TASK REQUIREMENTS: Go through the entries below line by line and tally those holding "Drukarnia"; write only the tally.

-------- SOURCE RECORDS --------

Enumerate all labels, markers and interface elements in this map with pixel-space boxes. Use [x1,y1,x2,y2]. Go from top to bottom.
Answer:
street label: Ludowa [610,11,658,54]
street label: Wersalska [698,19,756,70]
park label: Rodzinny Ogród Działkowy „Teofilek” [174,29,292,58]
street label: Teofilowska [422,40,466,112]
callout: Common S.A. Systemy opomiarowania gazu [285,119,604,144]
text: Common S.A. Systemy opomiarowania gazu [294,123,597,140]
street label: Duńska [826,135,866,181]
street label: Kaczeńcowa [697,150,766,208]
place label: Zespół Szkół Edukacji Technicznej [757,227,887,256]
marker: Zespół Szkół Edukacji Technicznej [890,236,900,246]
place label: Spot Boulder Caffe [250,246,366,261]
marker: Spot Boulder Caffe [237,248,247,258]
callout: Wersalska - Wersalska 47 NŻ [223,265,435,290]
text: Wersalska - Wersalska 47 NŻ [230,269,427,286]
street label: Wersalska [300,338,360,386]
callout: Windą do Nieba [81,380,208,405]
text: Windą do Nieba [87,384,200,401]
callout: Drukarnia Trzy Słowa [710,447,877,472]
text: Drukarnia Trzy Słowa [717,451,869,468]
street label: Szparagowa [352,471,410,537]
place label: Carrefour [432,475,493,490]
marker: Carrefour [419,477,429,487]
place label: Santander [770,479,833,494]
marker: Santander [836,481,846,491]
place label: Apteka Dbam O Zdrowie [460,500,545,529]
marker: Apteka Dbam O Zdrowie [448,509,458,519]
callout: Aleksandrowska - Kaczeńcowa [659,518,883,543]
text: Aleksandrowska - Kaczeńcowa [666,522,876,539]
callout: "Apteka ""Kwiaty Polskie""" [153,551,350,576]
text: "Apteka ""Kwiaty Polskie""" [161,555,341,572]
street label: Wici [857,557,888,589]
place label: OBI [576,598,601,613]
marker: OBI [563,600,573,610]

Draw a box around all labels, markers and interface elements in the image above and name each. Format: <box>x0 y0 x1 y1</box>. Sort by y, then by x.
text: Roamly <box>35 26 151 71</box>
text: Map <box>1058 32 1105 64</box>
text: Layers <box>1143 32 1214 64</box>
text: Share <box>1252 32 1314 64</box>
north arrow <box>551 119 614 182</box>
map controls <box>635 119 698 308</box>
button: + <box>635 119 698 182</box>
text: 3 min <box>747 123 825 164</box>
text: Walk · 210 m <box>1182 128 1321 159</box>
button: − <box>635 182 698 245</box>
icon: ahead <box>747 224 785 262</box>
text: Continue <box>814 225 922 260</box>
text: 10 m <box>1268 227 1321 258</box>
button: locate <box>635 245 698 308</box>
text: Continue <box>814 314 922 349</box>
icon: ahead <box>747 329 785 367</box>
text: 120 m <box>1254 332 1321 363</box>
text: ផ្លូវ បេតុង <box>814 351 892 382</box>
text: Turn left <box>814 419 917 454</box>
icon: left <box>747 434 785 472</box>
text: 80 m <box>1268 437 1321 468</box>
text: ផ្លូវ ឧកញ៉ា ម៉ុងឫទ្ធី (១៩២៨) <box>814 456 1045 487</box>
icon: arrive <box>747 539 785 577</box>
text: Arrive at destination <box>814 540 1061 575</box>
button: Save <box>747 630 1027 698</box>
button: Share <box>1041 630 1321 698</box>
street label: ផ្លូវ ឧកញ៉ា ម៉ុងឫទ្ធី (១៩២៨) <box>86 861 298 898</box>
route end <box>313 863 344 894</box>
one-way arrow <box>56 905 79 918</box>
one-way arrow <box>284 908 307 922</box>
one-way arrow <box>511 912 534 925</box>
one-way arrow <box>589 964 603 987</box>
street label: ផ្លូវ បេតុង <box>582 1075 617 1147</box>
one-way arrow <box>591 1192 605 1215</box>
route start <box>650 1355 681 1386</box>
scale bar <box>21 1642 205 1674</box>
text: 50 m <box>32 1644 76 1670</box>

--------

OUTPUT OF THE TASK: 2